On Father Tony Flannery's Silencing: More Resources



A week ago, I reported on the recent Vatican actions against Irish Redemptorist priest Father Tony Flannery. For those who want to continue following this story, I'd like now to recommend several additional resources.


The first is this posting from the website of the Irish Association of Catholic Priests, of which Father Flannery was a founder. This makes available a chain of documents regarding his condemnation by the Congregation for the Doctrine of the Faith. The documents allow readers to see the (implied) charges that the CDF has made against Father Flannery, and his specific response to each implied charge.

The response itself, dated 30 September 2012, has also been published at the Catholic News USA website. As the chain of documents and Father Flannery's response demonstrate, he's correct in his claim that, each time he has sought to respond to the CDF's criticisms of him, the Vatican office has raised the bar. When one reads the whole chain of documents, one cannot avoid concluding that the real goal of the CDF's actions has been all along to silence Father Flannery and to destroy the Irish Association of Catholic Priests.

The CDF attack revolves around claims (these are never specified or corroborated, and this is typical when the CDF attacks a theologian or Catholic leader) that Father Flannery rejects the traditional understanding of the Catholic priesthood as essential to the salvation of lay Catholics through its intermediary role. When Father Flannery responds to the initial CDF suggestion that this is where he stands by making a nuanced, theologically and biblically sound statement refuting the CDF suggestion, the CDF simply ups the ante and comes back with a renewed request that he make a public, written renunciation of positions he hasn't actually stated or taken.

The point, clearly, is to force Father Flannery into a corner, in the hope that he will refuse to swear a public oath of fidelity to the Roman pontiff which would require him to ignore any claims his informed conscience might make on him, and which would require him to ignore those claims of conscience insofar as they contravene absolute, implicit, unquestioning obedience--as if the primary, the sole, virtue for Christians is not listening to our informed consciences, but obeying implicitly, absolutely, and without question any and all directives issues to us by a pope.

But as Father Flannery's final statement to the CDF, which resulted in his being barred from ministry and silenced (and this was the real goal of the CDF all along) says, he can stand only where he actually does stand--with his informed conscience. In venerable, sound Catholic tradition, which has always, at its best, stressed the supreme importance of following one's informed conscience . . . . 

The third resource to which I'd like to point is a radio interview this past Sunday with Father Flannery conducted by Michael Enright of Canadian Broadcasting Corporation. The Contemplative Catholic blogsite helpfully provides an introduction to this interview.
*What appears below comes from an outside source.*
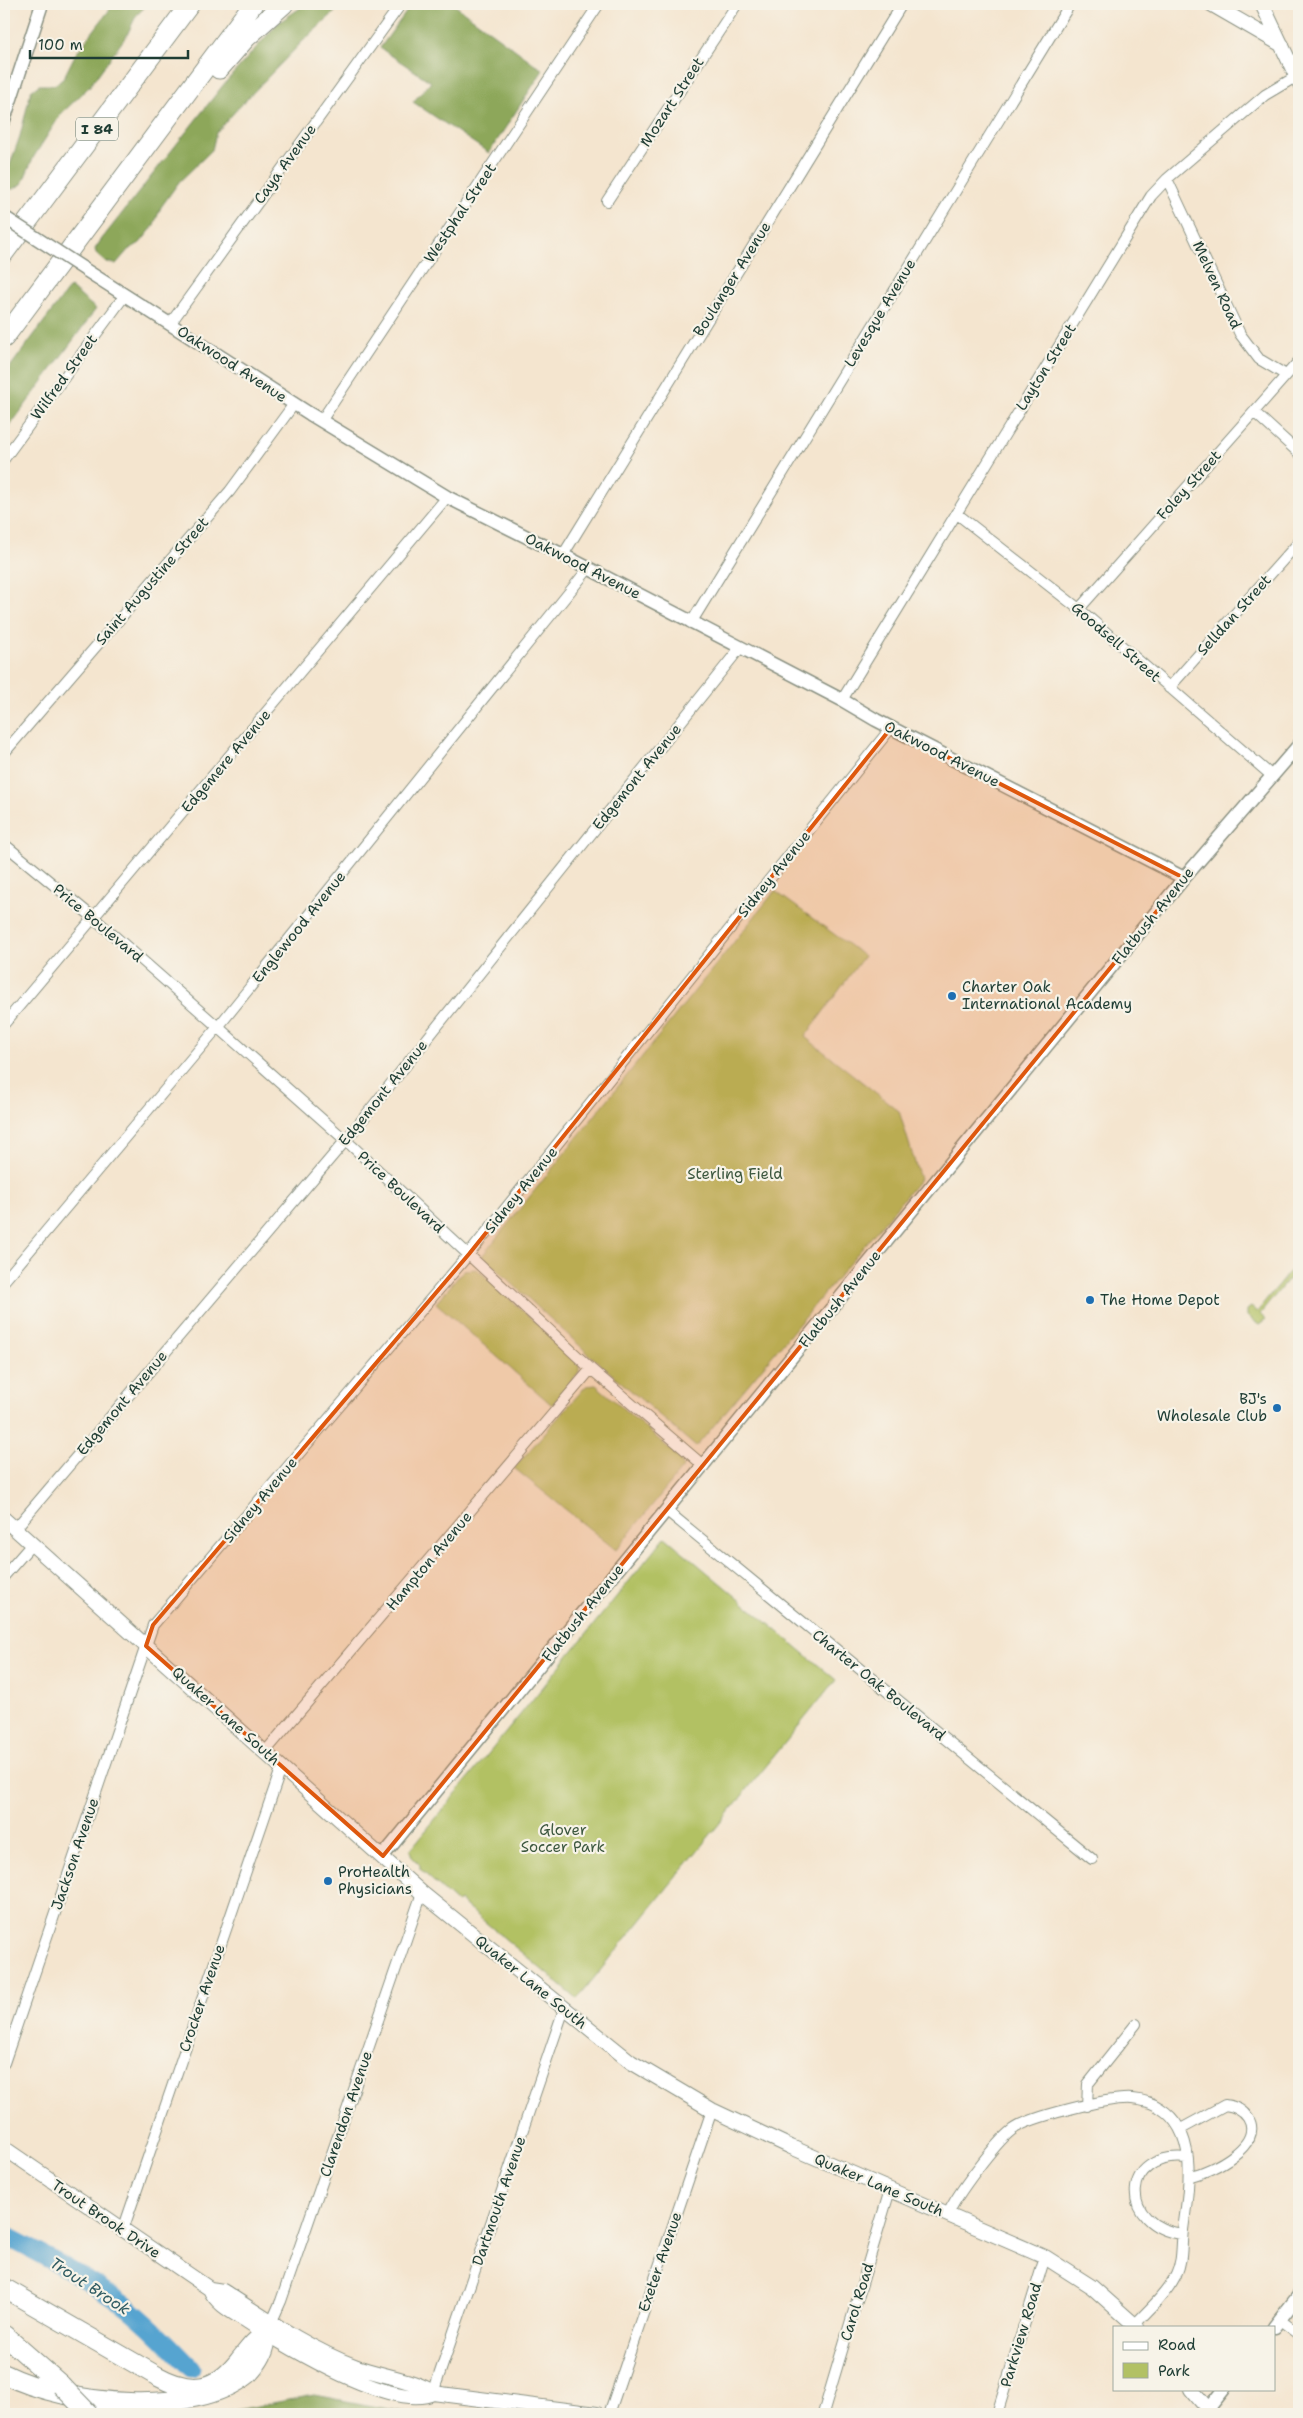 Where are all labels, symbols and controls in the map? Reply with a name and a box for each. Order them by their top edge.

As you listen to the interview, note Father Flannery's insistence that the way the CDF deals with those it targets is "an extraordinary way" to conduct business in the modern world: the CDF's targets are informed that their Catholicity is defective, but they're not informed in any precise way of what their defects are; they're not given any information about who is making accusations against them or why they're accused of straying from Catholic truth; they've given no chance to defend themselves against any specific charges.

They're only told to knuckle under and obey--or else.

An extraordinary way, indeed, to conduct business in the modern world. Or in an institution that claims to have something to do with Jesus and the teachings of the gospel--or wants to be credible when it talks about religious freedom and human rights, which include the right to follow our informed consciences and the right to defend ourselves in open forums against calumny.